The cast is strong across the board. It's the best work Stiller has done in a while, even besting his amusing turn in Wes Anderson's The Royal Tenenbaums. Rhy Ifans deserves special note for his marvelously low-key depiction of Greenburg's closest, and therefore most harried, friend. Greta Gerwig shows promise, but she's poorly served by the script (and the director), who reduce her character to a series of shleppy tics. Harris Savides, one of the best DPs working today, again produces exemplary work which fits the mood of the piece perfectly and yet has a subtle, stylish flair with light. Basically, all of the elements are strong to very strong, with the only notable exception being the writing. It's been said before that a director's number one job is the management of tone - the maintaining of an emotional through-line that grows organically out of the story, rather than being imposed in an arbitrary or sloppy way. This is something Baumbach does very well, even in his less successful films. It's difficult to talk about tone with great precision, but it's closely related to that mysterious extra element that makes art more than the sum of it's parts. Because it can't be reduced, it's hard to tell exactly how it's done - it's an effect produced in the aggregate, the combination of things that only appear more complex the closer you look. This isn't some kind of dodge - tone can be discussed, but when discussing the contribution of the director to this, is usually where the term "instinct" gains the most relevance.

And Baumbach has good instincts. He knows how to keep Greenberg from becoming too shrill and repulsive - understands how to keep the audience interested in this jerk, but still aware of the fact that he is, by any measure, a jerk. But of course, viewers invest because it's clear that Greenberg himself is aware of his jerkitude, even if his awareness is merely nascent. He's a rebel without a cause, or, if you like, without a clue - the protagonist in what can be interpreted as a vaguely po-mo riff on the Brando's role in movie of the same title. It's just that Greenberg knows he's not a nice guy, and it bothers him, as does his general fecklessness, even if he occasionally gets away with suppressing that knowledge. At one point, a character asks him "what are you fighting against," to which Greenberg responds "what have you got?" This little nod comes in the midst of one of the film's weaker scenes, in which Greenberg hangs out and does drugs with young college-types - basically, kids half his age, and it doesn't really do much more than remind people how much things have changed, and also how little.

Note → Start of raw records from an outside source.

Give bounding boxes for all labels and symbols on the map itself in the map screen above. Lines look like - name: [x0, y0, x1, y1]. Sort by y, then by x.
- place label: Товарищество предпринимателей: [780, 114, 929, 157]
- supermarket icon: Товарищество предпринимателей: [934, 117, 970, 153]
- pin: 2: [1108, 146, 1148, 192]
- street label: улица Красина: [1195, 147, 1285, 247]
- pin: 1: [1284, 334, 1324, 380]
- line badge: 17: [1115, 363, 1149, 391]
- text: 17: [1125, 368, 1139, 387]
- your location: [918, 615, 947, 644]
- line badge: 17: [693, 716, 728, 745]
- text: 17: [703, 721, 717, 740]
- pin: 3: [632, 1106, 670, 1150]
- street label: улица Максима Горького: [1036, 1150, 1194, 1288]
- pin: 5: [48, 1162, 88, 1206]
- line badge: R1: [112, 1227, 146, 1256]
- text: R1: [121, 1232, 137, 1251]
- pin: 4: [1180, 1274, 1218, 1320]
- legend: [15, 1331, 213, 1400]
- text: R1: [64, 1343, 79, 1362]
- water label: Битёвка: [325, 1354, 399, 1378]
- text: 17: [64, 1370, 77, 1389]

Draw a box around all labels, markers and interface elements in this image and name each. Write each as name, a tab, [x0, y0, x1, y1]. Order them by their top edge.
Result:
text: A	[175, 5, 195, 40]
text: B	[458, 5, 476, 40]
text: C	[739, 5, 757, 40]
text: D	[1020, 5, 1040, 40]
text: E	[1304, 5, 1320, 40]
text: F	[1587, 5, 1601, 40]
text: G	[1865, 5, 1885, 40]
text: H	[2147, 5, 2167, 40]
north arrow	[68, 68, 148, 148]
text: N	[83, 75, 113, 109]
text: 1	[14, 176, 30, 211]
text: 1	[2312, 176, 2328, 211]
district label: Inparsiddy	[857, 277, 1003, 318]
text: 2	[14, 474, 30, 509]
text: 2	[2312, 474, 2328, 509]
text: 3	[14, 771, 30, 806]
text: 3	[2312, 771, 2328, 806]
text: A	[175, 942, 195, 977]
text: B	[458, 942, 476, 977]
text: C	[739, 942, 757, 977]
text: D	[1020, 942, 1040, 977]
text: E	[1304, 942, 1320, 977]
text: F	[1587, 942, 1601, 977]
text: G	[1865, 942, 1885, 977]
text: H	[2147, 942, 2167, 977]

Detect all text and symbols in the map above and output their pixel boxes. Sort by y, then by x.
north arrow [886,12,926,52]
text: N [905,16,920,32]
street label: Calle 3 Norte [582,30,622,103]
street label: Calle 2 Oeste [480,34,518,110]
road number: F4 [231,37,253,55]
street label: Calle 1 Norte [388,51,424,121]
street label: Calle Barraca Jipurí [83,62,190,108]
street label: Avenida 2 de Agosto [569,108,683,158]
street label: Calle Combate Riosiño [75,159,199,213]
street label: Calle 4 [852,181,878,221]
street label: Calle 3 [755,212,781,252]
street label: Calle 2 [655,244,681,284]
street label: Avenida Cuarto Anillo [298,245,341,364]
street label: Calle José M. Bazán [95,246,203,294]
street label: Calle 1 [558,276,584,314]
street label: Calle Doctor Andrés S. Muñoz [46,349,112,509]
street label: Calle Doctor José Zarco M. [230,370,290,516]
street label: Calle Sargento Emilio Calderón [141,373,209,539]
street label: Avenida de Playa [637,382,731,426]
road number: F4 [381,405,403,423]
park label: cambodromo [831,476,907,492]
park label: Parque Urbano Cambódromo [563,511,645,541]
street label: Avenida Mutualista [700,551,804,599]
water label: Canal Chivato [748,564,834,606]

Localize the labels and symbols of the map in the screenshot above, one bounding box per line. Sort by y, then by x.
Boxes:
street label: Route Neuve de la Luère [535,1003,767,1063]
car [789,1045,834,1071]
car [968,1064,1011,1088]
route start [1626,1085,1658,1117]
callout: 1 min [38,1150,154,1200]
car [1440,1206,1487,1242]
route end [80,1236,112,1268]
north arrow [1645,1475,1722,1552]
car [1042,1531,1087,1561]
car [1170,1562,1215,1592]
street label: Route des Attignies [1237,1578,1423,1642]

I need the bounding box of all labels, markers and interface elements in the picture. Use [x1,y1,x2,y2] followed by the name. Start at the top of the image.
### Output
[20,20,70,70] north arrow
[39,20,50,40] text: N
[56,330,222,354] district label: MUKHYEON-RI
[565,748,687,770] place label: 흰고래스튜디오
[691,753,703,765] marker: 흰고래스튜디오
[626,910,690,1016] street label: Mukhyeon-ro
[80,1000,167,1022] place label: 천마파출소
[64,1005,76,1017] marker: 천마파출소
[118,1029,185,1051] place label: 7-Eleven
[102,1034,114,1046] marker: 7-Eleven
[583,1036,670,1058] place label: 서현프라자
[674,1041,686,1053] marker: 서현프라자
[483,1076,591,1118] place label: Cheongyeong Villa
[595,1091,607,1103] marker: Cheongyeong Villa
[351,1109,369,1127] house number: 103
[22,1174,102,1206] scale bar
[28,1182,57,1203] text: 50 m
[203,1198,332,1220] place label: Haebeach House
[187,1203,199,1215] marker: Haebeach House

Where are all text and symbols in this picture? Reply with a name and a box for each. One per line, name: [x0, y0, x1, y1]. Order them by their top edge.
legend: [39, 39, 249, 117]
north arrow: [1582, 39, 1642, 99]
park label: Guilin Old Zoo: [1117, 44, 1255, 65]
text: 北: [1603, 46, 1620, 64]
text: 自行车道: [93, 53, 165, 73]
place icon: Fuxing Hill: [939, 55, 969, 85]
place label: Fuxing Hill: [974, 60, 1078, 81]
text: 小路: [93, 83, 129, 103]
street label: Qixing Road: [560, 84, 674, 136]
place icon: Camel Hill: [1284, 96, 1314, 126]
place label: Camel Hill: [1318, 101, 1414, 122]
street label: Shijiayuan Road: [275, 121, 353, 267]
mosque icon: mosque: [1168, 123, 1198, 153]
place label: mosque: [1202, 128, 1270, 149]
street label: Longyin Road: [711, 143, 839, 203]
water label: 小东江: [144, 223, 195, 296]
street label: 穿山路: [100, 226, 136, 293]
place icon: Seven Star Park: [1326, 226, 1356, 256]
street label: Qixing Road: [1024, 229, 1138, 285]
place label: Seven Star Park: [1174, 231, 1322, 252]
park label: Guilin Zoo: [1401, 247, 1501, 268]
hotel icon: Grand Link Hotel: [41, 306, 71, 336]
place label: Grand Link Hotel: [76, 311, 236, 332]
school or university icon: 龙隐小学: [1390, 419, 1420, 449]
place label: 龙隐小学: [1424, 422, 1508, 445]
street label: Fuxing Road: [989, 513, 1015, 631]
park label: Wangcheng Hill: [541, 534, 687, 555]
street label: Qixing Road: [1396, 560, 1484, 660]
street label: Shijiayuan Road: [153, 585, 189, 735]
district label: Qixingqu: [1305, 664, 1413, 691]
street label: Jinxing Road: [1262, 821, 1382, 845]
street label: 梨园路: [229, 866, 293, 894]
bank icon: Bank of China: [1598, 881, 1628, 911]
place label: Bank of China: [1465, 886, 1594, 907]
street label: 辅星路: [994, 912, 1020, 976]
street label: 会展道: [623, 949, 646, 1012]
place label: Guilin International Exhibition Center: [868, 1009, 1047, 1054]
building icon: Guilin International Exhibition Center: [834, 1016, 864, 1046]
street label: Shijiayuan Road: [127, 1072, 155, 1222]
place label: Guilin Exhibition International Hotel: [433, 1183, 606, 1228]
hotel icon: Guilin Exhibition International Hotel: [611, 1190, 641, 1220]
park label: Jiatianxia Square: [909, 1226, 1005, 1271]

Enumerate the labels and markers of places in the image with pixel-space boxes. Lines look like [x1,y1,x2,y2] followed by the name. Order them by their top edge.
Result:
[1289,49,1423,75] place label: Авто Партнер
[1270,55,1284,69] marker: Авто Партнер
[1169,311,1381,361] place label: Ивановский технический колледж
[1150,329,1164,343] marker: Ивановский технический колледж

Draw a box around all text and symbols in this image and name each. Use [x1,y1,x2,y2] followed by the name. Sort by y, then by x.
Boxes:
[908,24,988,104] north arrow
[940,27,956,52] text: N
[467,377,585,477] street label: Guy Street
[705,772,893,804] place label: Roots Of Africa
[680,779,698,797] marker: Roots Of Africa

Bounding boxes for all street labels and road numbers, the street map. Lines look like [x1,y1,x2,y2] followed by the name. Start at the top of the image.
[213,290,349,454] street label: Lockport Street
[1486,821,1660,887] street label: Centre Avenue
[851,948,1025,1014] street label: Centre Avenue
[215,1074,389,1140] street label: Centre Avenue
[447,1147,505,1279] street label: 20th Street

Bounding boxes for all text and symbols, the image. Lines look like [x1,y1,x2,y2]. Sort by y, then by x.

There are still misfits, but the major exeption seems to be that they are now of all ages, and that we seem to be living in a culture in which its possible to get older without ever growing up. This isn't all that new, society-wise, but maybe the fact that this can be seen as admirable or attractive is.

And to plenty of people, it isn't attractive. Nor should it be, necessarily. But its to Baumbach and Stiller's credit that Greenberg the character receives any sympathy from the audience, or at least our interest, however prurient. That interest varies, and it's in the variance that Baumbach's limits as a writer are evident. He's very good at writing quip-filled, psuedo-naturalistic dialogue that contains jokes and character material without being too obvious or showy, except when he isn't. Greenberg contains too many of these moments, where the characters are a little too on point, or not enough - moments like the previously mentioned post-teen party, as well as Greenberg's impulsive decision to accompany two of the party-goers to Australia. It's silly, and its unnecessary, and it makes the filmmaking seem lazy and unfocused. Because at the end of the day, Greenburg isn't really saying all that much - it's quite straightforward in its thematic concern with the weary-but-still-beating heart of the bitter hack. It has neither the entrenched satire and quiet redemption of Alexander Payne's best stuff, nor the parallel-universe impressionism of Wes Anderson. It's a clever movie, and an often entertaining one, but it seems as if Baumbach wanted it to be something more, and he didn't quite bring it there.

Sunday, April 18, 2010

Mother

(Bong Joon-ho, South Korea, 2009)

Having seen and enjoyed The Host, I was eagerly looking forward to Bong's latest effort, and Mother didn't disappoint. Filmmakers like Bong hold a certain fascination for me because they are contemporary examples of popular artists - they bring gravity and depth to what could be considered, at a glace, to be genre exercises - and in doing so they invest the term "popular artist" with real meaning. Straddling that line, especially in cinema, has lately seemed rather difficult, with most offerings being evenly split between pretentious awards-bait and pandering, droolingly stupid spectacles. There are plenty of exceptions, and I believe Bong is one of them, but in the current firmament of world cinema they remain exceptions, and they deserve special attention when they emerge. (It should be noted that TV is one area where the aesthetically and philosophically high-minded mingle with the grit and grime of the pulp sensibility. Cinema, I believe, still has some catching up to do.)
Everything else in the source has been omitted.